Our experts solve more of your burning questions, including how self-isolation can impact your FAC.
Ask the experts: Legal
Q: At the end of March I applied to my local police force for a firearms certificate. It is my first one. I’ve installed my cabinet and I have my eye on a nice rifle and scope to start doing a bit of hunting locally. I’ve got a permission all lined up and ready to go. Unfortunately, a few weeks after my application I received word from the police firearms department that they wouldn’t be processing my application at this time due to the coronavirus. Is there anything I can do about this? I don’t want to lose the permission. Nor do I want my application to be prejudiced by the delay.
Stuart Farr says: Sadly, the timing of your application couldn’t have come at a worse time.
Many, if not all police forces, have reallocated resources to deal with matters arising from coronavirus. The problems with new grants of licences arises from the fact that a face-to-face meeting is required.

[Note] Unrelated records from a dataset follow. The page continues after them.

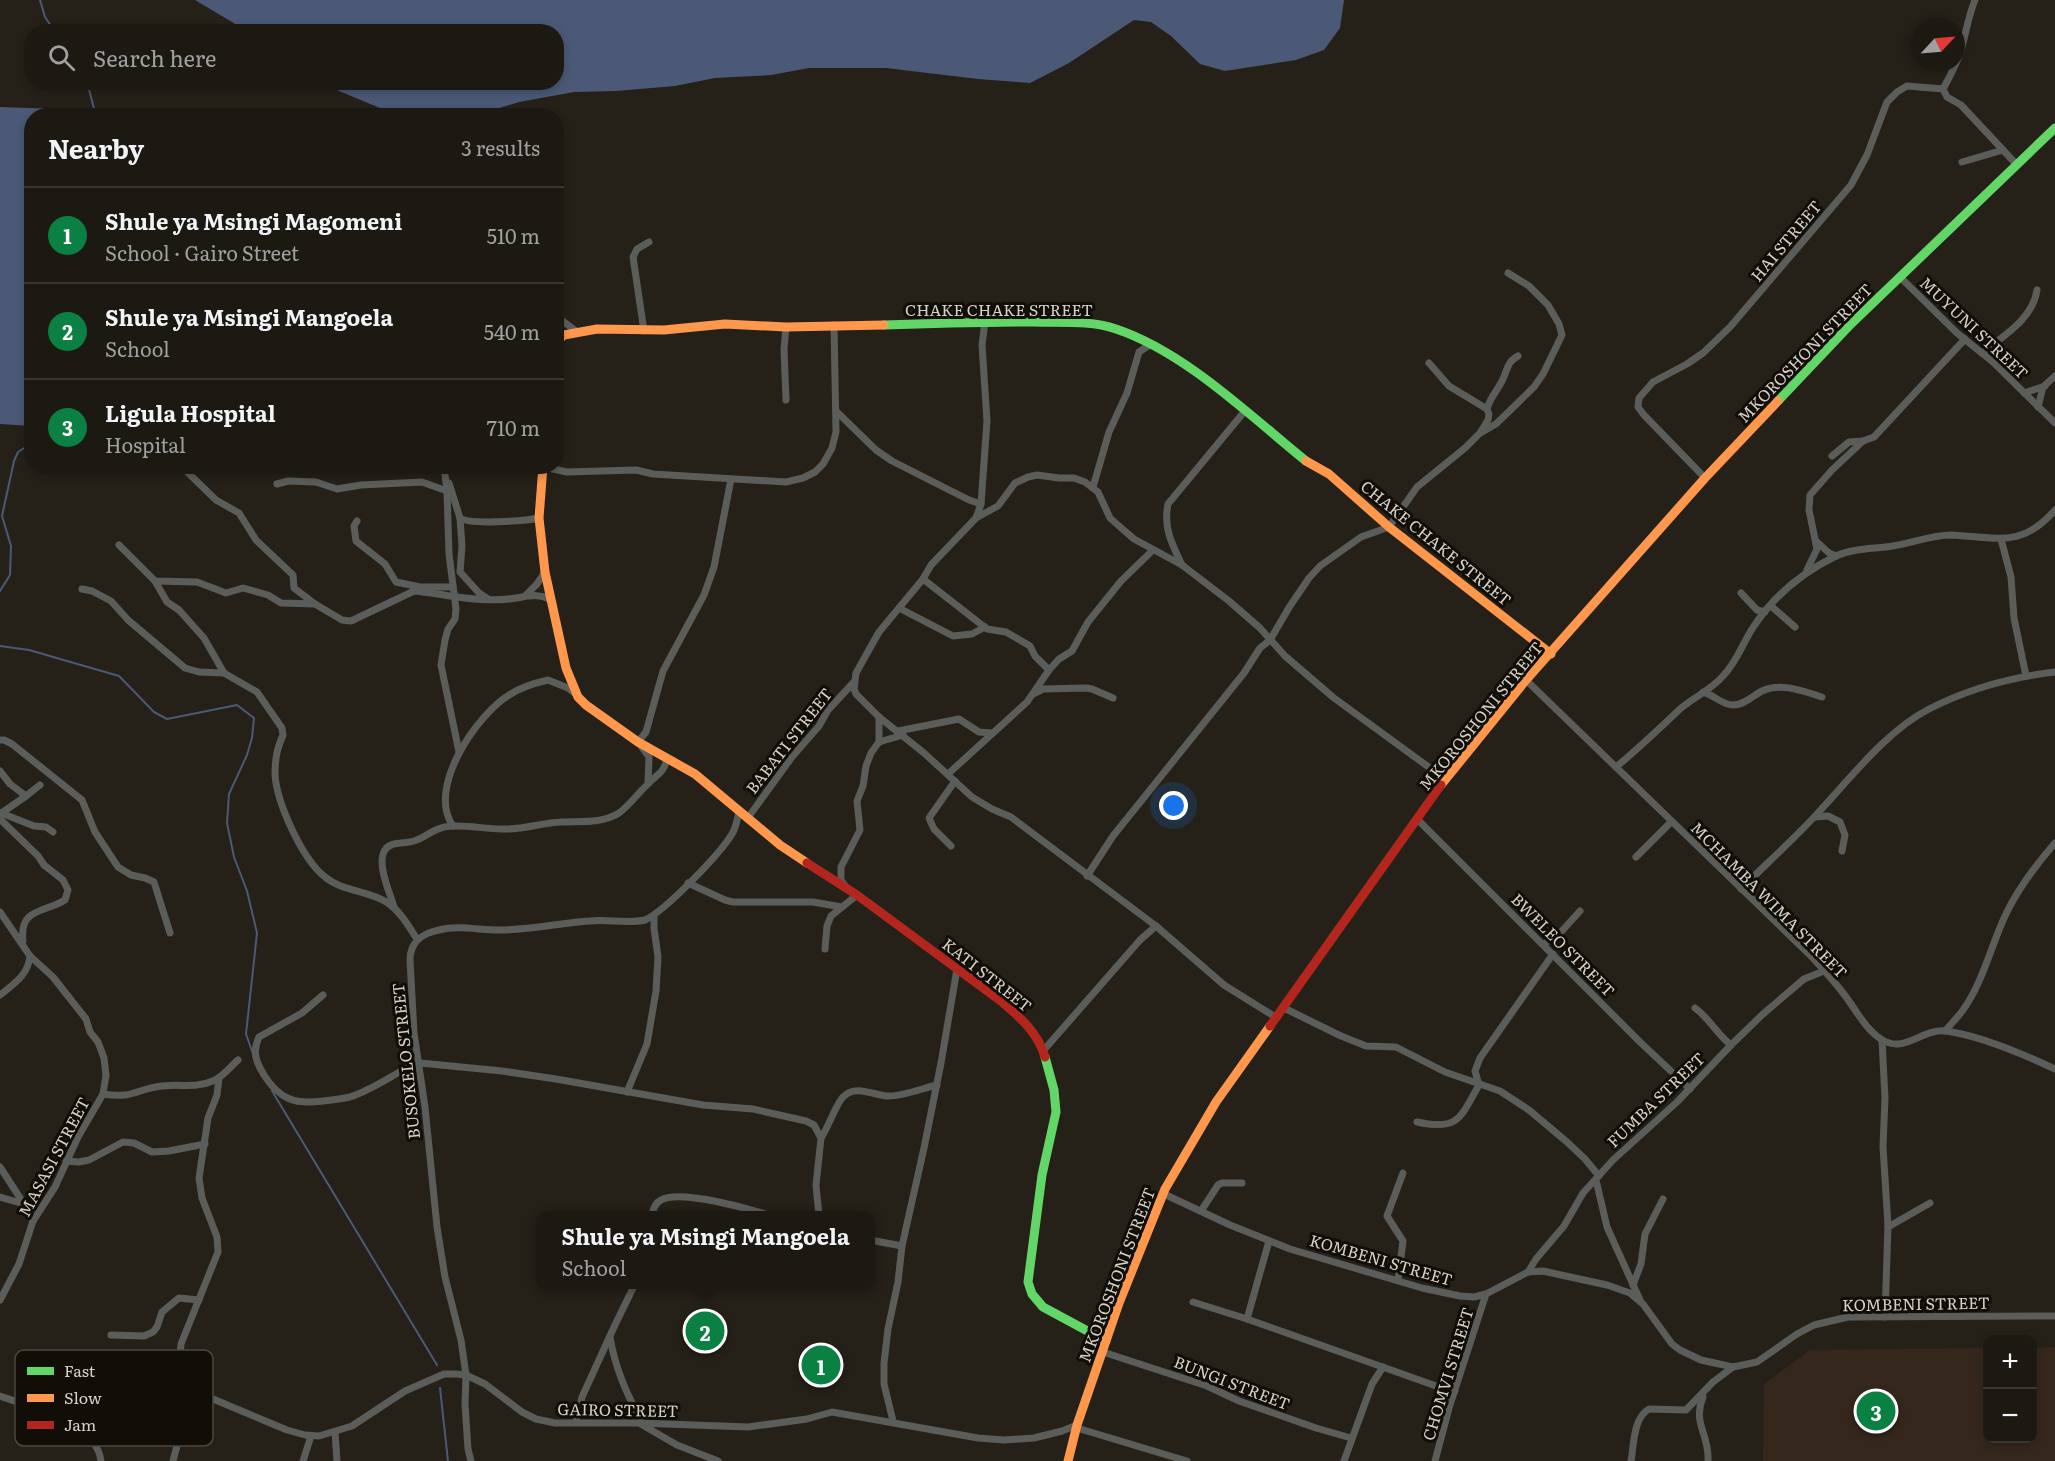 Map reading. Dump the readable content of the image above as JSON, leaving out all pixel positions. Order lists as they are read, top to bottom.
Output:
{
  "streets": {
    "street": [
      "HAI STREET",
      "CHAKE CHAKE STREET",
      "MUYUNI STREET",
      "MKOROSHONI STREET",
      "BABATI STREET",
      "MCHAMBA WIMA STREET",
      "BWELEO STREET",
      "KATI STREET",
      "BUSOKELO STREET",
      "FUMBA STREET",
      "MASASI STREET",
      "KOMBENI STREET",
      "CHOMVI STREET",
      "BUNGI STREET",
      "GAIRO STREET"
    ]
  },
  "crossings": [
    ["HAI STREET", "MKOROSHONI STREET"],
    ["CHAKE CHAKE STREET", "MKOROSHONI STREET"],
    ["MUYUNI STREET", "MKOROSHONI STREET"],
    ["MKOROSHONI STREET", "MCHAMBA WIMA STREET"],
    ["MKOROSHONI STREET", "BWELEO STREET"],
    ["MKOROSHONI STREET", "KATI STREET"],
    ["MKOROSHONI STREET", "KOMBENI STREET"],
    ["MKOROSHONI STREET", "BUNGI STREET"],
    ["MKOROSHONI STREET", "GAIRO STREET"],
    ["BABATI STREET", "KATI STREET"],
    ["MCHAMBA WIMA STREET", "FUMBA STREET"],
    ["BWELEO STREET", "FUMBA STREET"],
    ["BUSOKELO STREET", "GAIRO STREET"],
    ["FUMBA STREET", "KOMBENI STREET"],
    ["KOMBENI STREET", "CHOMVI STREET"]
  ],
  "legend": ["Fast", "Slow", "Jam"],
  "north": "top right",
  "page": {
    "search": "Search here",
    "heading": ["Nearby", "3 results"],
    "list": [
      {
        "mark": "1",
        "name": "Shule ya Msingi Magomeni",
        "note": "School · Gairo Street",
        "value": "510 m"
      },
      {
        "mark": "2",
        "name": "Shule ya Msingi Mangoela",
        "note": "School",
        "value": "540 m"
      },
      {
        "mark": "3",
        "name": "Ligula Hospital",
        "note": "Hospital",
        "value": "710 m"
      }
    ],
    "popup": ["Shule ya Msingi Mangoela", "School"],
    "pins": ["2", "1", "3"],
    "map_buttons": ["+", "−"]
  }
}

In addition, there is a need to obtain a medical report which, in the current circumstances, is going to be delayed because of the pressures placed on front line staff, GPs and nurses.
The Home Office has been canvassed to try and keep the process moving but the inevitable consequence is that even when the pandemic subsides there will then be a delay, as the backlog will be addressed as and when police resources are reallocated.
Ask the experts: Optics
Q: Why do people make things from titanium? It’s doesn’t weigh much, but are there any real savings?
Chris Parkin says: “Titanium” has a cool buzz word factor attached and becomes a marketing dream, but you are right, it has many drawbacks as well as benefits. In general use where shooting kit is concerned I can immediately think of two areas where it shows defined pros and cons.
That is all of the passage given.